Round Table with Oscar
April 4, 2017
A fallen struggle

Hal Draper dedicated one of his books on Karl Marx to ‘those who sow but will not reap.’I share Draper’s admiration for those persons who are tireless in their lifework of struggle and change making, but know that their goal is not an immediate or personal triumph. They put their utmost into powering through their leg of the relay, although they are not assured that they will see the end of the race. I know some fallen comrades who have blessed our path with such lives, some significant names that echo in halls of fame and some who seemed insignificant and have passed on as if they had never been. In the Christian tradition, they are christened ‘the salt of the earth’. In my own biography, they surround me as a crowd of supporters, inspiring my threadbare muscles and straying eyes with the mandate that we shared, the journey we planned. A symbolic roll call of those I am indebted to and am powered by includes Walter, Alfie, Philip, Buzz, Pauline, Marlene, Earlene, Solo, Santana, and Caspar.

THE STRUGGLE, FELLED AND FALLEN

The idea of living in a society so organized that “the development of each person is the condition for the development of all” is a compelling ideal. This promise of all-embracing development stands in stark and brilliant contrast to the persisting, ugly, unequal development that surrounds the world we know. It is therefore no wonder that this vision of shared fulfillment, which the German Karl Marx proposed, caught fire in people’s hearts. When my daughter was born, it was a season of lyrical excitement. In many sections of the region, the air was a pregnant balloon. In the towns, in the countrysides, young people and their parents too were persuaded that a different world was necessary; black consciousness groups and Rastafarians were chanting and educating the community on African identity and dreams; first nation indigenous leaders were affirming their right to a voice at the table; working class politics became self-organized and aggressive; women stood up for themselves in the streets, church leaders confessed and repudiated their colonial enslavement, and a layer, a sector of the educated, toyed with ‘class suicide’ and revolutionary leadership, coalescing in a timely political party. In Grenada, a vicious government was overthrown and in SVG, militants on Union Island, longing for change, rose up in armed revolt against the 1979 elections results.

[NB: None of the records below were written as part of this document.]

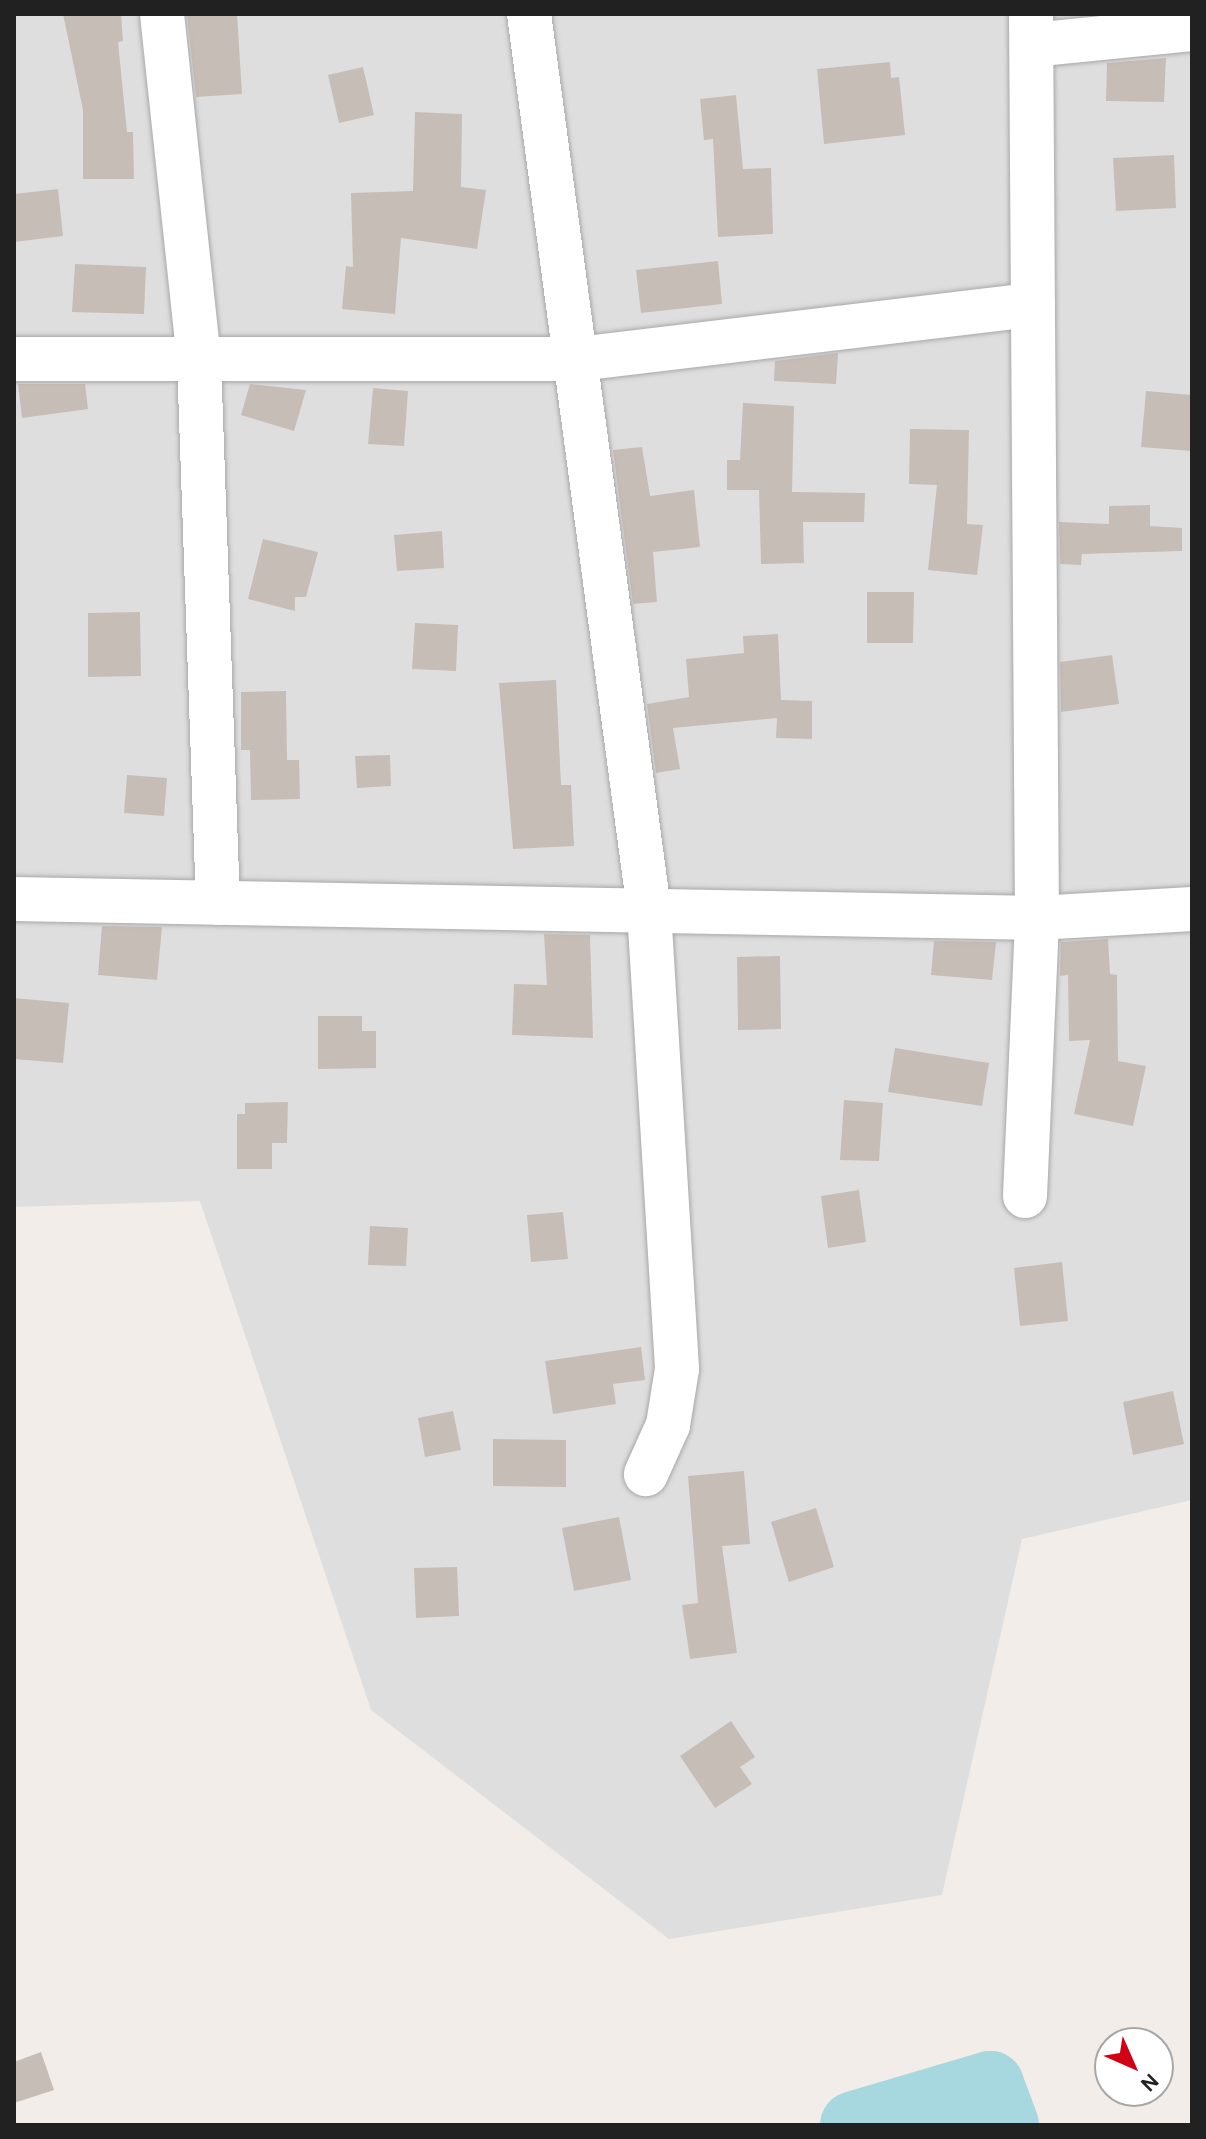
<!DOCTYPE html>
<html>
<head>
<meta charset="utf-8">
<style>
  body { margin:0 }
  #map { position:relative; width:1206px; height:2139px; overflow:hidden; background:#f2ede8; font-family:Karla,sans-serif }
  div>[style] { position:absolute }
  .residential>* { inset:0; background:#dfdede }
  .river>* { height:68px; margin:-34px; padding:0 34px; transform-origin:34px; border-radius:34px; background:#a8d8df }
  .building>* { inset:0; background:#c7bdb7 }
  .roads { filter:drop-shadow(0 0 2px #a8a8a8) drop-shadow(0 0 2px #a8a8a8) }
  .minor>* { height:44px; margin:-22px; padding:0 22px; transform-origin:22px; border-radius:22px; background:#fff }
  span { translate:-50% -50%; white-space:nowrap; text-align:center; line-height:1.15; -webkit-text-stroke:6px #fff; paint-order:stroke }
  .frame { position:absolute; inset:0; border:16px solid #212121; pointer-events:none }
  .north { position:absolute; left:1094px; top:2027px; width:80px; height:80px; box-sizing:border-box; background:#fff; border:2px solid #a6a6a6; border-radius:50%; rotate:135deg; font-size:22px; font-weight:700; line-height:32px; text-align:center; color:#212121 }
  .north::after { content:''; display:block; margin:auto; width:28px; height:36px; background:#d20015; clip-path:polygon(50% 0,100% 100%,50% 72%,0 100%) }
</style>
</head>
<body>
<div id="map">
  <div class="residential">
    <div style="clip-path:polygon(14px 14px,1192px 14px,1192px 1500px,1022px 1539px,942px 1895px,669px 1939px,371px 1710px,200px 1201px,14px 1207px)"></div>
  </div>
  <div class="river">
    <div style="left:854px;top:2125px;width:142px;rotate:-16.4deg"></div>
    <div style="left:990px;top:2085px;width:43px;rotate:69.4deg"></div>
  </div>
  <div class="building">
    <div style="clip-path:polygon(63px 14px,121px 14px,123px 41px,118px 42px,127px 132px,133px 132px,134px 179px,83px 179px,83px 110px)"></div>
    <div style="clip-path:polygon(187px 14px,237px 14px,242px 94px,196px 97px)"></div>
    <div style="clip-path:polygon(1166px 58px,1164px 102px,1106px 101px,1107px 63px)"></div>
    <div style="clip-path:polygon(890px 62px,891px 78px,899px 77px,905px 135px,824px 144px,817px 69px)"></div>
    <div style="clip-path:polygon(363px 67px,374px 115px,339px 123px,328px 75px)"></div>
    <div style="clip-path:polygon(736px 95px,743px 169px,771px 168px,773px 234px,718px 237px,713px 139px,704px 140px,700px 99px)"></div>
    <div style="clip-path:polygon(415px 112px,462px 114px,461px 187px,486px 190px,477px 249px,401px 238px,395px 314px,342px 309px,346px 266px,353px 267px,351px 193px,413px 191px)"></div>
    <div style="clip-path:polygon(1174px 155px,1176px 208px,1116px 211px,1113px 158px)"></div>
    <div style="clip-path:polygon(58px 189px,63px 236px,14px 242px,14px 194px)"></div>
    <div style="clip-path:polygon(718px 261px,722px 304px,641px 313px,636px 270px)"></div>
    <div style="clip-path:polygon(75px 264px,146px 267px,144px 314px,72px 312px)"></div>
    <div style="clip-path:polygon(838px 353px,836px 384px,774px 381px,775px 361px)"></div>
    <div style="clip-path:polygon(18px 384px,85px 384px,88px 409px,22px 418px)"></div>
    <div style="clip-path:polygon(250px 384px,306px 390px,294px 431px,241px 415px)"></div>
    <div style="clip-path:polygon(373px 388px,408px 391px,404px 446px,368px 444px)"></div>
    <div style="clip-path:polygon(1146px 391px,1192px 395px,1192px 451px,1141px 447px)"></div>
    <div style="clip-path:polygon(743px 403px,794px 406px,792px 492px,865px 493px,864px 522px,803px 522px,804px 563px,761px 564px,759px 490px,727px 490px,727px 460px,740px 460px)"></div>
    <div style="clip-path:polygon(910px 429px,969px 430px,967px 524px,983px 525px,977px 575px,928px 570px,937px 485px,909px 484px)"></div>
    <div style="clip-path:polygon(642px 447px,650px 496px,694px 490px,700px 547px,653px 552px,657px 602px,633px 604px,613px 450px)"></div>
    <div style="clip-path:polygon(1150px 505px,1150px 526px,1182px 528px,1182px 551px,1082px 554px,1081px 565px,1060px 564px,1059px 522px,1109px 524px,1109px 506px)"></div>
    <div style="clip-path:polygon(442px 531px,444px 568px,397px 571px,394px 535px)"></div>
    <div style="clip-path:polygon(263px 539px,318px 552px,306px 597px,295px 597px,295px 611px,248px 599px)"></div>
    <div style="clip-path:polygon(867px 592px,914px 592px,913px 643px,867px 643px)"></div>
    <div style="clip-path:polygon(140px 612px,141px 676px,88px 677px,88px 613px)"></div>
    <div style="clip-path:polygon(415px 623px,458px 625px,456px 671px,412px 669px)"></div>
    <div style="clip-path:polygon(778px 634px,781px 700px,812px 701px,812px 739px,776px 738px,777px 718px,673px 728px,680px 769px,656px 773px,647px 704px,689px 697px,686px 659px,744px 653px,743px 636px)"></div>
    <div style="clip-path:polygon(1112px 655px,1119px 704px,1061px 712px,1060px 662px)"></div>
    <div style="clip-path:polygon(556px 680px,561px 785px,571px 785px,574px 846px,513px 849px,499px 683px)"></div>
    <div style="clip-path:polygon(286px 691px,287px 760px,299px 760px,300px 799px,251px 800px,250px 750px,241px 750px,241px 692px)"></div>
    <div style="clip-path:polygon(390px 755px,391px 786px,357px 788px,355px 756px)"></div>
    <div style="clip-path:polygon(127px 775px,167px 778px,164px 816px,124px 813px)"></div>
    <div style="clip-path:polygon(102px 926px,162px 927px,157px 980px,98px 975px)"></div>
    <div style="clip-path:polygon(544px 934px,590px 935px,593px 1038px,512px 1035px,514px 984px,547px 985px)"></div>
    <div style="clip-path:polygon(1108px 939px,1110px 974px,1117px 975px,1118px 1061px,1146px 1066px,1133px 1126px,1074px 1114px,1090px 1040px,1069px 1041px,1068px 975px,1060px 976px,1061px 942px)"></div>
    <div style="clip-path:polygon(934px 941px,996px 942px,992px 980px,931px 975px)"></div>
    <div style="clip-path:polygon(780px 956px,781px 1029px,738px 1030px,737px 957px)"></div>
    <div style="clip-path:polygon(14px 998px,69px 1003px,63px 1063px,14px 1059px)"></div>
    <div style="clip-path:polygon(318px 1016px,362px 1016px,362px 1031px,376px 1031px,376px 1068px,318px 1069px)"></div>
    <div style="clip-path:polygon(895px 1048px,989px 1063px,982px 1106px,888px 1092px)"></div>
    <div style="clip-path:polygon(844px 1100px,883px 1103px,879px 1161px,840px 1160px)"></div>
    <div style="clip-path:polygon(288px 1102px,287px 1143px,272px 1143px,272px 1169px,237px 1169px,237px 1114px,245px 1114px,245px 1103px)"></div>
    <div style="clip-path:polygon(859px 1190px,866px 1242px,828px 1248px,821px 1196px)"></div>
    <div style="clip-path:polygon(563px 1212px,568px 1259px,531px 1262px,527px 1215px)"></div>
    <div style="clip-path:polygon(370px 1226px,408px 1228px,406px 1266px,368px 1265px)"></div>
    <div style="clip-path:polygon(1062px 1262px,1068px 1321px,1020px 1326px,1014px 1268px)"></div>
    <div style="clip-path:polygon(641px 1347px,645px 1380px,613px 1384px,616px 1404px,553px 1414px,545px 1361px)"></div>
    <div style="clip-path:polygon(1173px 1391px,1184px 1444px,1133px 1455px,1123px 1402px)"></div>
    <div style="clip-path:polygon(453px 1411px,461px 1450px,425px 1457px,418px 1418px)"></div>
    <div style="clip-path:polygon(493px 1439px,566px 1440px,566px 1487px,493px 1486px)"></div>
    <div style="clip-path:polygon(744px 1471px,750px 1544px,722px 1546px,737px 1653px,690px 1659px,682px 1605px,698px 1603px,688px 1476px)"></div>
    <div style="clip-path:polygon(816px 1508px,834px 1567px,789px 1582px,771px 1522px)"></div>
    <div style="clip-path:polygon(619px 1517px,631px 1580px,574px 1591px,562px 1528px)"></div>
    <div style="clip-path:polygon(457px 1567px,459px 1616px,416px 1618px,414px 1568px)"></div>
    <div style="clip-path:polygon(731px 1721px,755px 1757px,740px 1767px,752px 1784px,715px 1808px,680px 1756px)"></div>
    <div style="clip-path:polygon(41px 2052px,54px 2090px,14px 2103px,14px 2062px)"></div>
  </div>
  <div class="roads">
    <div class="minor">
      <div style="left:162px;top:14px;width:348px;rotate:83.9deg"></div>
      <div style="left:199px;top:360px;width:543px;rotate:88deg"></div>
      <div style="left:529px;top:14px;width:904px;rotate:82.37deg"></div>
      <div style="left:649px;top:910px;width:460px;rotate:86.5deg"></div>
      <div style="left:677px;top:1369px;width:57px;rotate:99.1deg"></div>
      <div style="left:668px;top:1425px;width:54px;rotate:114.2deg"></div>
      <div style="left:1032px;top:45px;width:161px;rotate:-5.7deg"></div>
      <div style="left:14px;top:359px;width:564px"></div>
      <div style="left:578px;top:359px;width:458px;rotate:-6.8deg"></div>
      <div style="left:14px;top:899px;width:1023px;rotate:1.06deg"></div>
      <div style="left:1037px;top:918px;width:155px;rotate:-3.3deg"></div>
      <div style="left:1025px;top:1196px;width:278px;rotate:-87.5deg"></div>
      <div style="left:1037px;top:918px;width:904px;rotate:-90.38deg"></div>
    </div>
  </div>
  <div class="frame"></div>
  <div class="north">N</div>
</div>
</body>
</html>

The region was in the grip of a wave of hope and moral mobilization, struggling to create a way to bring organization and policy together. A people, very pregnant with long delayed dreams, needed the steady hands of a wise and sensitive midwife to help born our second major emancipation,

That period was a time when the word ‘communist’ was like a death sentence when attached to a person or group, and many communist and socialist formations did govern themselves indecently. Grenada and the Soviet Union, in different ways, did handle the socialist vision and challenge unworthily. I attempted to portray the character of a communist in lines such as these 30 years ago:

No, I am not a communist,

Not yet,

But one day…

When I’ll have my neighbour

Reigning in my heart

Alongside myself, then

I will be a communist.

TODAY AND TOMORROW

Nowadays, the goals that we learn to set hardly stretch further than our lifespan or beyond the offspring of our loins. The image of a relay race where others whom we do not know will receive from us and pass to yet others the future we are making, seems nonsensical to most. In cultivating the realm where the development of the poor make possible the redevelopment of all, what you sow, another generation will irrigate and further comrades will mould and harvest.